Travail transpartisan

La résolution reprend certaines conclusions du groupe de travail transpartisan formé en mai 2020 afin de proposer des pistes visant à "anticiper le mode de fonctionnement des travaux parlementaires en période de crise". Le texte a été cosigné par le président de l'Assemblée nationale, Richard Ferrand, et par les présidents de groupe Christophe Castaner (La République en marche), Damien Abad (Les Républicains), Patrick Mignola (MoDem), Olivier Becht (Agir ensemble) et Bertrand Pancher (Libertés et Territoires).

Le texte a donc fait l'objet d'un relatif consensus lundi, dans l'hémicycle de l'Assemblée nationale (56 voix pour, 5 contre) : il été soutenu par Jean-Michel Mis (La République en marche), mais aussi par Valérie Rabault (Socialistes), Isabelle Florennes (MoDem) ou encore Thomas Gassilloud (Agir ensemble).

La résolution a toutefois été vivement critiquée par Michel Larive (La France insoumise) : fustigeant la "politique de gestion de crise hasardeuse" de l'exécutif, il a dénoncé une résolution "imprécise" qui selon lui "sert de prétexte à un nouvel affaiblissement de l'Assemblée nationale". Michel Larive, qui redoute les actes de "cyberattaque" a proposé sans succès de supprimer le recours au vote à distance.
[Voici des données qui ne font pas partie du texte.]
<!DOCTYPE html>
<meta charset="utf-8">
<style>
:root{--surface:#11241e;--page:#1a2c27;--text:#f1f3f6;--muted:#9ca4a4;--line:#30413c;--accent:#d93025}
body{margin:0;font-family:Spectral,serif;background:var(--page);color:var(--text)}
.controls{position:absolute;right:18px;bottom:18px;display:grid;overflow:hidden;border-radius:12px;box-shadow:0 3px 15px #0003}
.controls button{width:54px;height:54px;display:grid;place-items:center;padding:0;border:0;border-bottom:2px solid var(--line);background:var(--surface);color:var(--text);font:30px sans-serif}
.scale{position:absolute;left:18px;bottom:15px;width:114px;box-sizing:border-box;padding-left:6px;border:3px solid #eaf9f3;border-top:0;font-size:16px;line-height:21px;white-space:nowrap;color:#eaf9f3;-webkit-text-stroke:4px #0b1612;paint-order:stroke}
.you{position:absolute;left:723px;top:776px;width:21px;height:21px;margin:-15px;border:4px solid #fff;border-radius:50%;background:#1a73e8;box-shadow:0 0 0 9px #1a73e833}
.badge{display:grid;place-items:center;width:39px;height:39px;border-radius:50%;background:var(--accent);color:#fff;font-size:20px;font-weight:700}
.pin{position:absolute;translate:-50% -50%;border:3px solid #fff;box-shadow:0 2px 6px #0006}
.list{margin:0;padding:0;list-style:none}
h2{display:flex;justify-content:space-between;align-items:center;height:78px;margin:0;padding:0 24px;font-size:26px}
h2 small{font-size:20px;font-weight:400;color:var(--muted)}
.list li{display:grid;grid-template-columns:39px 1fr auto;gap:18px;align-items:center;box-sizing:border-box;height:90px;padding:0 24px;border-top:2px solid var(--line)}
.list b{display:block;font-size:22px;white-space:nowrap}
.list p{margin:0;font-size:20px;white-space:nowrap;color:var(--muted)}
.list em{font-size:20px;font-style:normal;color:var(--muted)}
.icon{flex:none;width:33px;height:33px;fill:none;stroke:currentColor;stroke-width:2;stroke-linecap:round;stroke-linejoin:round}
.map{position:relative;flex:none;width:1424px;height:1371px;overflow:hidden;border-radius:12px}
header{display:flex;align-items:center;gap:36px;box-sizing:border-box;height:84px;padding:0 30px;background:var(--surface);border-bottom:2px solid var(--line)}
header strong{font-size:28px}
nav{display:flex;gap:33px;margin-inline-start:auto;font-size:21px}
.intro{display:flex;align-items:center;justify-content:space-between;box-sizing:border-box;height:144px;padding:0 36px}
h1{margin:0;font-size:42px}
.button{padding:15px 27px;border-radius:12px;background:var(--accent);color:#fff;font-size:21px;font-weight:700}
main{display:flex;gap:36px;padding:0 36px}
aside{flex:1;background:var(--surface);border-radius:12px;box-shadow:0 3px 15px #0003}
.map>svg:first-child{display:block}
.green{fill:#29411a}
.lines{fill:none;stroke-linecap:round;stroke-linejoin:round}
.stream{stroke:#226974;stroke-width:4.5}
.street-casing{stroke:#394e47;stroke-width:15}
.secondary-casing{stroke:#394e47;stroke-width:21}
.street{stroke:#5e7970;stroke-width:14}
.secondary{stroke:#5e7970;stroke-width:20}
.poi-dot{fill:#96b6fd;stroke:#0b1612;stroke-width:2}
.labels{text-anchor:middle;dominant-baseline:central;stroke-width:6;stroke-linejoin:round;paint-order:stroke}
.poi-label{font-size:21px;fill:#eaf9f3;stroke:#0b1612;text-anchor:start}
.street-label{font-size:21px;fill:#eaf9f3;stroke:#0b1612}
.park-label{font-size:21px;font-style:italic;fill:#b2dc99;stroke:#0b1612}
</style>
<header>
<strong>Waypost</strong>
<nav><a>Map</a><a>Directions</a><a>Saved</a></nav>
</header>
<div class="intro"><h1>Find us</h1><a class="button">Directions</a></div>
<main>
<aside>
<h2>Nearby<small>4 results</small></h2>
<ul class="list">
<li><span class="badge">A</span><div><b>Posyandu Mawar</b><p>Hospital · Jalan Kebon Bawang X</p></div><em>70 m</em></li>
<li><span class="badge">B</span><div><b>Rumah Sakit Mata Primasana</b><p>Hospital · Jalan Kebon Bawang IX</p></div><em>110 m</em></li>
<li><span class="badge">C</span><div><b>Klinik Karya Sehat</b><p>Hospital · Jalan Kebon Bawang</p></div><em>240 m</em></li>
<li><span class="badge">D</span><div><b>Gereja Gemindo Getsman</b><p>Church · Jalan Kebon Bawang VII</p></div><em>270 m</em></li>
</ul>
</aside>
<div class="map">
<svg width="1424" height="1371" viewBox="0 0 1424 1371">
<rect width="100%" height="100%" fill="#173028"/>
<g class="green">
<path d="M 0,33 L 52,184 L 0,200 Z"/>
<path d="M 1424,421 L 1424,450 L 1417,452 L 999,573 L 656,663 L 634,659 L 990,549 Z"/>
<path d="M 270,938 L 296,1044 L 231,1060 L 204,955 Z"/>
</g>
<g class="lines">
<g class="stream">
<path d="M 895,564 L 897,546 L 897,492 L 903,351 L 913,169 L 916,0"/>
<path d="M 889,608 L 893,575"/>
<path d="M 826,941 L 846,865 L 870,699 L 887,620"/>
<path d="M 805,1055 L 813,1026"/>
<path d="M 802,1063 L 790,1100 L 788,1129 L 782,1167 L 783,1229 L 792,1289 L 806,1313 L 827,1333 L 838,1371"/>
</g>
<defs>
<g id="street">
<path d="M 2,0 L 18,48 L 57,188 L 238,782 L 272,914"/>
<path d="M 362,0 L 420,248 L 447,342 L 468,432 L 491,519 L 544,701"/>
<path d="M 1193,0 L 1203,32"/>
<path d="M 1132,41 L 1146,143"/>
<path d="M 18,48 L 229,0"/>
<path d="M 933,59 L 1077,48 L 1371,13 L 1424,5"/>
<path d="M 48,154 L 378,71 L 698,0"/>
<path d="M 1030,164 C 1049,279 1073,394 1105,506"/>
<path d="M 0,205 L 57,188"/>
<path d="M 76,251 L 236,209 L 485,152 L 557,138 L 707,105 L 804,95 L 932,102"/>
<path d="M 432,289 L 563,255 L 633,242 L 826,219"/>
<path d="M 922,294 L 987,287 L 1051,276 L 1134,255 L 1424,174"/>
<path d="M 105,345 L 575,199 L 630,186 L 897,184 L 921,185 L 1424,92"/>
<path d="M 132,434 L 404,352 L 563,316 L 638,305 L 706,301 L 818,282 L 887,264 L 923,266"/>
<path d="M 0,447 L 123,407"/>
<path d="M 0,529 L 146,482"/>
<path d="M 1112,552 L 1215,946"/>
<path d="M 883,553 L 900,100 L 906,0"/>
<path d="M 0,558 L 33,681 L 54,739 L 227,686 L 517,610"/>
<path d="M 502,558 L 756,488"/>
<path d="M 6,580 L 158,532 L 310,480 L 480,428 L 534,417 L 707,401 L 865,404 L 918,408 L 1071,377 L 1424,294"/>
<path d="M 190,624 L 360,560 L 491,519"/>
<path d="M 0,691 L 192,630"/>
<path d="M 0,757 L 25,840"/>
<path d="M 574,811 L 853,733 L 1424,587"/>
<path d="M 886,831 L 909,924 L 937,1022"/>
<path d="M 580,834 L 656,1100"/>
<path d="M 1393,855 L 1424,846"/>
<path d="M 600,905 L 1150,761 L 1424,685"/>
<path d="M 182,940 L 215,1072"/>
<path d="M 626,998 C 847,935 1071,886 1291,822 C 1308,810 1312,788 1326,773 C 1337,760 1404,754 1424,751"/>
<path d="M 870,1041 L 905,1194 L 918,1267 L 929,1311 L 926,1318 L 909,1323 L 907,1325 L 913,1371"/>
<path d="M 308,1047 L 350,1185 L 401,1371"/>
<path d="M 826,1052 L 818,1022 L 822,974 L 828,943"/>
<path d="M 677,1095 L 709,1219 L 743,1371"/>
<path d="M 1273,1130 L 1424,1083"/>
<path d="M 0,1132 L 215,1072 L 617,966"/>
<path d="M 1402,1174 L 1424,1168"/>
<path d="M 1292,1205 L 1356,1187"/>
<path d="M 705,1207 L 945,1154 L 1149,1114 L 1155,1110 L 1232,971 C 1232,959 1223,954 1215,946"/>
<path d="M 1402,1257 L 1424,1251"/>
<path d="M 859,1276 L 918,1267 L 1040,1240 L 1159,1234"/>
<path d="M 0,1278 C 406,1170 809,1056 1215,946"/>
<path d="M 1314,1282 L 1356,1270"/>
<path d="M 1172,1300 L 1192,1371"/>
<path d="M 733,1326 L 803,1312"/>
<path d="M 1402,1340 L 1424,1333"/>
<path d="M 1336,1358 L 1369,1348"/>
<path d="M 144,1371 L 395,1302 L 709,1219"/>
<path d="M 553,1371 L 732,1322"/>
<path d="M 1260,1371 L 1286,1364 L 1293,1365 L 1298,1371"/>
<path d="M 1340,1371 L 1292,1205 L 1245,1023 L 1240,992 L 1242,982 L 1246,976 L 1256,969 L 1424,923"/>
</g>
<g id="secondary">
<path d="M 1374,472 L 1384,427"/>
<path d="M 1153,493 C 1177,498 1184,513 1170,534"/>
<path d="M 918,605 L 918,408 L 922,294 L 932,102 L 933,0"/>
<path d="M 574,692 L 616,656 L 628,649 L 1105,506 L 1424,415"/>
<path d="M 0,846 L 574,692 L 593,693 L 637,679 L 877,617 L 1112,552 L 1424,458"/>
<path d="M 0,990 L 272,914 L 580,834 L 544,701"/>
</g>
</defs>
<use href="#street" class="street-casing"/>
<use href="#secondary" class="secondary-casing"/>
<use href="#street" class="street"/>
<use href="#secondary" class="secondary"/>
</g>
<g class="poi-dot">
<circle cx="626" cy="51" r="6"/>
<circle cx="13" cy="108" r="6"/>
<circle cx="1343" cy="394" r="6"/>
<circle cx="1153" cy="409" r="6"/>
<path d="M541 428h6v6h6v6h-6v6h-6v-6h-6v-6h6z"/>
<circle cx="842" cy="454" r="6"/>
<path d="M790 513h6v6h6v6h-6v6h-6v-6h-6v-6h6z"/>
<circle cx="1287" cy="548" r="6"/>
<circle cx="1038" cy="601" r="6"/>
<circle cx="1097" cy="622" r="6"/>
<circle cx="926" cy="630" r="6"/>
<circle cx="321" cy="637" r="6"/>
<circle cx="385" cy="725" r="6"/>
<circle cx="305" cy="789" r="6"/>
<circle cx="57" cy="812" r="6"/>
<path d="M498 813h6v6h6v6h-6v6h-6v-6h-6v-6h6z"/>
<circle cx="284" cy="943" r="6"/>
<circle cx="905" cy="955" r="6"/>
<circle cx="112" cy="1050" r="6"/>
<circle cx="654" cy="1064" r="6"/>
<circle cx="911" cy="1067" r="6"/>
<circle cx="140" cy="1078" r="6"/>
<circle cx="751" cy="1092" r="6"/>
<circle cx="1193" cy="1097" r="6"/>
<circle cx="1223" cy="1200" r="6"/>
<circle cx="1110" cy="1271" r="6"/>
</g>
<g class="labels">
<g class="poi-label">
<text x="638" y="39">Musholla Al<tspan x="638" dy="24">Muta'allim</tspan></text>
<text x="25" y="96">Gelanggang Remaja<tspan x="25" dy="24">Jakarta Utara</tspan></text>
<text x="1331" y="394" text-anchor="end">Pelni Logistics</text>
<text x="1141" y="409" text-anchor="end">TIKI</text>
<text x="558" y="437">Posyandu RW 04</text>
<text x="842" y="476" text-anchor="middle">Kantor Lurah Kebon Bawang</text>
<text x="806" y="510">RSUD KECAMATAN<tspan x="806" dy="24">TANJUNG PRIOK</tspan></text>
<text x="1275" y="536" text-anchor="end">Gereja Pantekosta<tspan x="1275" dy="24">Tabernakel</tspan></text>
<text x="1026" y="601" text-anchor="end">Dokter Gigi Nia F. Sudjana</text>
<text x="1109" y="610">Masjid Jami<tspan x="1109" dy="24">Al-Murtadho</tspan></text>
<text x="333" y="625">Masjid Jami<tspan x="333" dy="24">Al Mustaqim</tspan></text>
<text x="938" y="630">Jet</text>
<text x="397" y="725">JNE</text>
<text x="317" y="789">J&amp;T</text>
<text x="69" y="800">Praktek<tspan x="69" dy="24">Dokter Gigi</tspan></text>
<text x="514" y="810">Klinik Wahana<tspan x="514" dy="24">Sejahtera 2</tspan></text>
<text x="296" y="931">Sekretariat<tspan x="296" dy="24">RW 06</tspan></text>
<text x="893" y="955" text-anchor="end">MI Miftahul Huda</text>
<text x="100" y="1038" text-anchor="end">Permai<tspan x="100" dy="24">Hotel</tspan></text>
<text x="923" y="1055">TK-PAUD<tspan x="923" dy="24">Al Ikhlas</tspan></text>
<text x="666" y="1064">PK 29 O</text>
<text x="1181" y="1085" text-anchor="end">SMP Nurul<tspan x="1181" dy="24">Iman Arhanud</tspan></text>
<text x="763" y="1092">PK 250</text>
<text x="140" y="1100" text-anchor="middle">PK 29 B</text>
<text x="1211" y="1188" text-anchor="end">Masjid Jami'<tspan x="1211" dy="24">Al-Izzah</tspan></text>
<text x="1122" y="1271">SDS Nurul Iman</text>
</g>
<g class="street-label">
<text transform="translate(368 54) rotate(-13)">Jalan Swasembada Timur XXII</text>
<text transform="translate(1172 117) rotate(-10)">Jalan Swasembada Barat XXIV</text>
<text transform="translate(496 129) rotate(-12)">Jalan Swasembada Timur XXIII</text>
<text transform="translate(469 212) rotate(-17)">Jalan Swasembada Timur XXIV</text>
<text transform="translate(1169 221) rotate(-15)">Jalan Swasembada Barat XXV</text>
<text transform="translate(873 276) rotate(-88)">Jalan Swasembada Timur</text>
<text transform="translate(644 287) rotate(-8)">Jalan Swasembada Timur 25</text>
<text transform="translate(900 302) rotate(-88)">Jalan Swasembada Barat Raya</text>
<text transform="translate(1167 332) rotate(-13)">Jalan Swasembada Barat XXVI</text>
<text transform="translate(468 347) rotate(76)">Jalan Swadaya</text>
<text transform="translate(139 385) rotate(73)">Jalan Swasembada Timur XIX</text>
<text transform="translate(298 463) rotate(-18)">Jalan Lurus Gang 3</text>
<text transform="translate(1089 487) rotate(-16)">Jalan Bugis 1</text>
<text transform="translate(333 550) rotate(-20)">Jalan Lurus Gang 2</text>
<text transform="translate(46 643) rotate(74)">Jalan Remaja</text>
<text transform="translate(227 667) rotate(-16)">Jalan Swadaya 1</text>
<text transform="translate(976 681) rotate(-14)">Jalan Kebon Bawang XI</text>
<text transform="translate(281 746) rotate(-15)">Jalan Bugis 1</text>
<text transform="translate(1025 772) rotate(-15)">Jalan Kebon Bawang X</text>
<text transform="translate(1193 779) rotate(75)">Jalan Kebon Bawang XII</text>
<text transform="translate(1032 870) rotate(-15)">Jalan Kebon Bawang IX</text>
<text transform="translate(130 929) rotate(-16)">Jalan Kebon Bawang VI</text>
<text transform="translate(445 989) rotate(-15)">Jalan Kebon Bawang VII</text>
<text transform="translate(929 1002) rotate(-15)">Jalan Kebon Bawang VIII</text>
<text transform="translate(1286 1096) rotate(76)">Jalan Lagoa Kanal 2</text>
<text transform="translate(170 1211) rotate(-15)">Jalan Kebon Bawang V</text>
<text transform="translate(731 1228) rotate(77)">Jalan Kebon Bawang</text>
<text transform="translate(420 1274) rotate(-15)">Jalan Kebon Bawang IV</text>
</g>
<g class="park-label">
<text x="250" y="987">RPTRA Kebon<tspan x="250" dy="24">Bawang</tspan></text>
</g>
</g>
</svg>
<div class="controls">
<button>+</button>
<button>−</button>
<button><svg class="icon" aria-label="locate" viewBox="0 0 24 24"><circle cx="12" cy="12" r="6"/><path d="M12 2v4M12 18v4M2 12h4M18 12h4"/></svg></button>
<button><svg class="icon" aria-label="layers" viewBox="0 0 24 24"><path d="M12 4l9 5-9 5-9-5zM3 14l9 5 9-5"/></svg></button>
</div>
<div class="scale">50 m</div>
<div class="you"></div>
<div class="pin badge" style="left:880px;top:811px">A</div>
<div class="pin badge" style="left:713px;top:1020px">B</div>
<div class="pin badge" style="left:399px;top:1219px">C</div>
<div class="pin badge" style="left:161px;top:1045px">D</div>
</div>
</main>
Pour respecter le "mandat qui [lui] avait été fixé", Sylvain Waserman avait annoncé au début des débats qu'il émettrait des avis "défavorables par principe" à tous les amendements sortant du cadre de sa résolution. Ainsi, les tentatives d'associer un représentant des non inscrits à la conférence des présidents, de "rendre obligatoire la publication d'un compte-rendu écrit des travaux des commissions" ou de supprimer le "temps législatif programmé" ont été rejetées.

Avant d'entrer en vigueur, la résolution doit encore être validée par le Conseil constitutionnel.